→ **Task directions**
For this exercise, repeat the whole listing below exactly. Leave the pictures out.

→ **Information shown**
Content starts
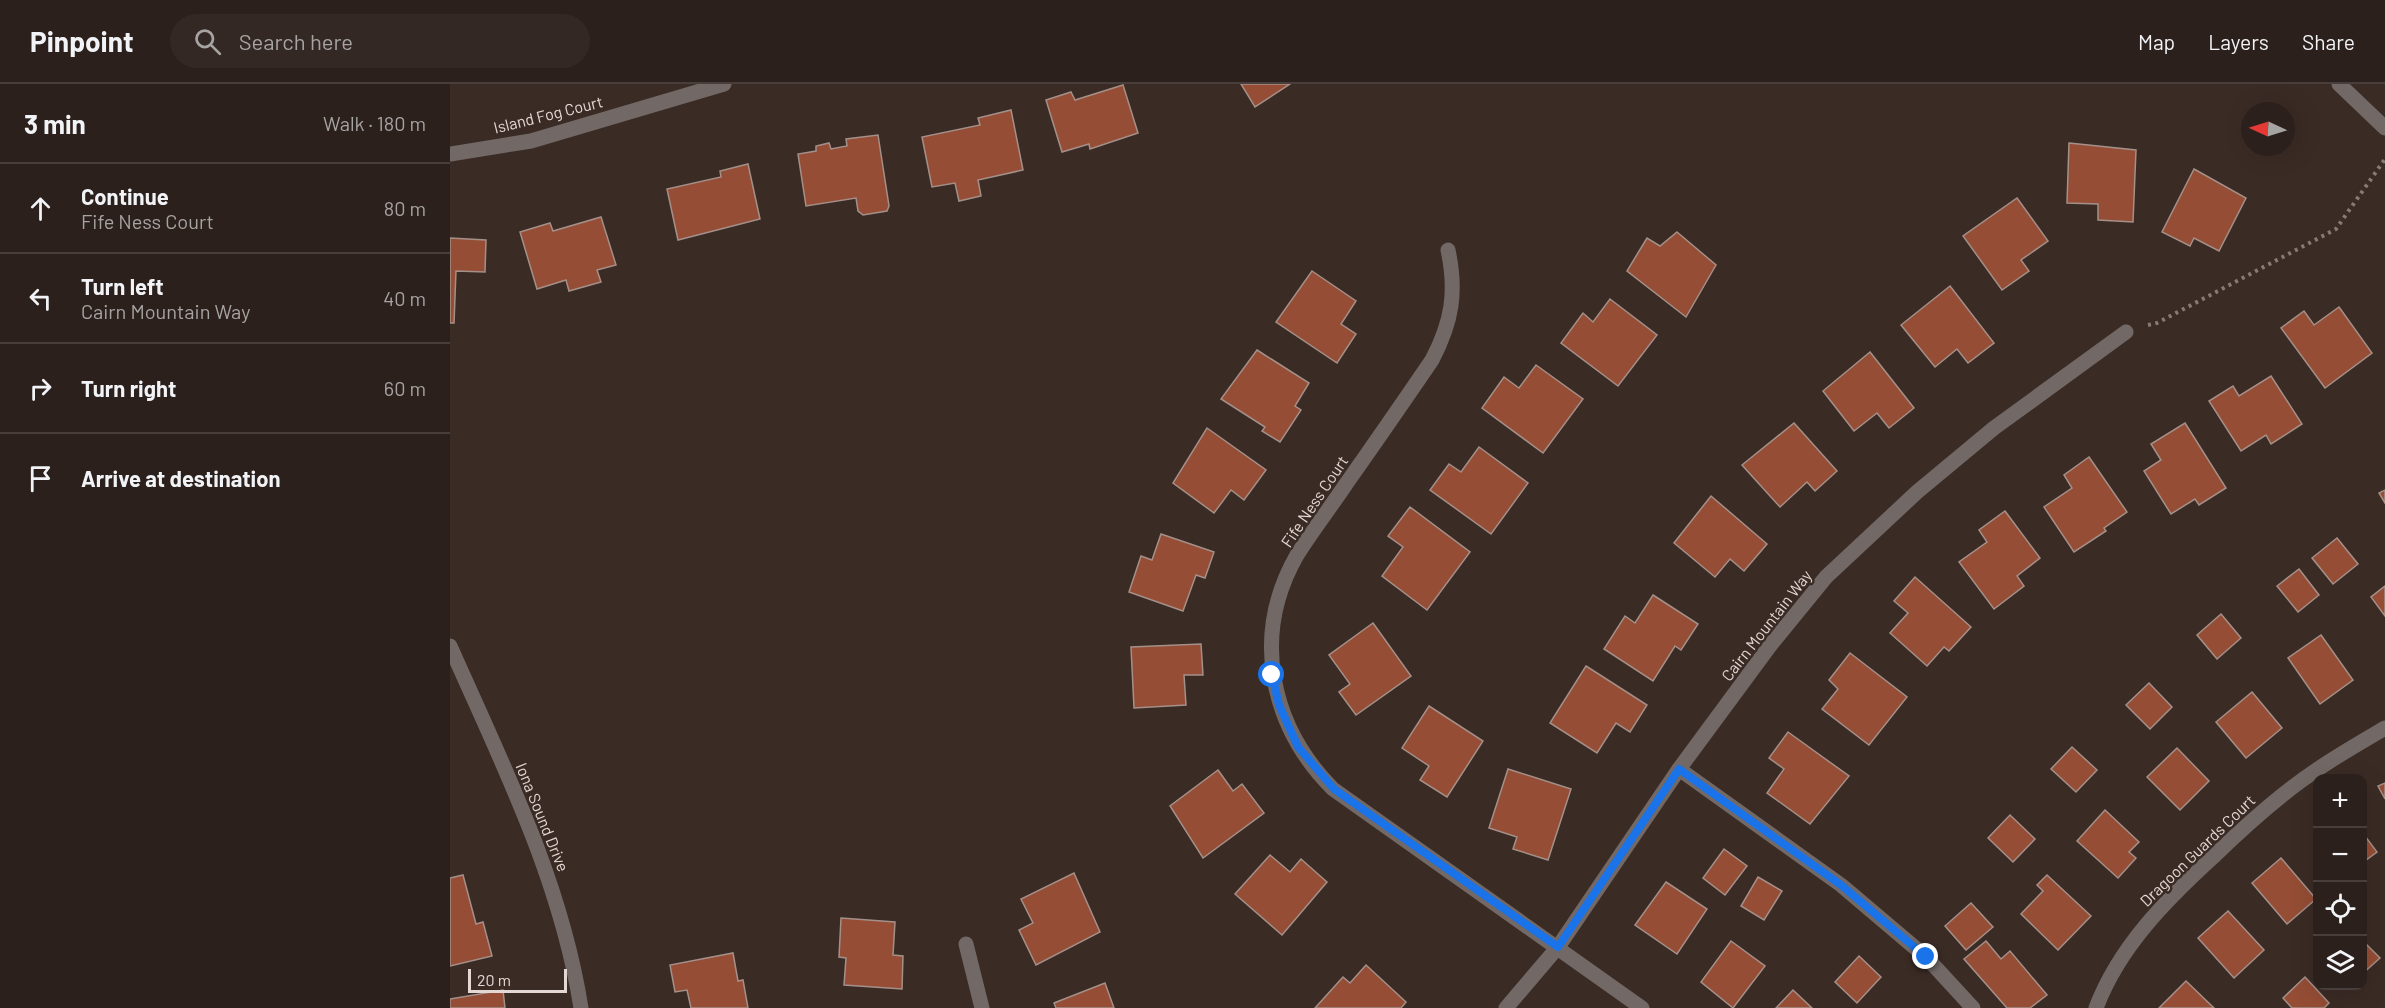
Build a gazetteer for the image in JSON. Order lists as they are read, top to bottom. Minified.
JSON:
{"streets":{"street":["Island Fog Court","Fife Ness Court","Cairn Mountain Way","Iona Sound Drive","Dragoon Guards Court"]},"crossings":[["Fife Ness Court","Cairn Mountain Way"]],"scale_bar":"20 m","north":"left","page":{"header":"Pinpoint","search":"Search here","nav":["Map","Layers","Share"],"heading":["3 min","Walk · 180 m"],"list":[["Continue","Fife Ness Court","80 m"],["Turn left","Cairn Mountain Way","40 m"],["Turn right","60 m"],"Arrive at destination"],"map_buttons":["+","−"],"scale":"20 m"}}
Content ends
→ **Solved problem**
Build a gazetteer for the image in JSON. Order lists as they are read, top to bottom. Minified.
JSON:
{"streets":{"street":["Island Fog Court","Fife Ness Court","Cairn Mountain Way","Iona Sound Drive","Dragoon Guards Court"]},"crossings":[["Fife Ness Court","Cairn Mountain Way"]],"scale_bar":"20 m","north":"left","page":{"header":"Pinpoint","search":"Search here","nav":["Map","Layers","Share"],"heading":["3 min","Walk · 180 m"],"list":[["Continue","Fife Ness Court","80 m"],["Turn left","Cairn Mountain Way","40 m"],["Turn right","60 m"],"Arrive at destination"],"map_buttons":["+","−"],"scale":"20 m"}}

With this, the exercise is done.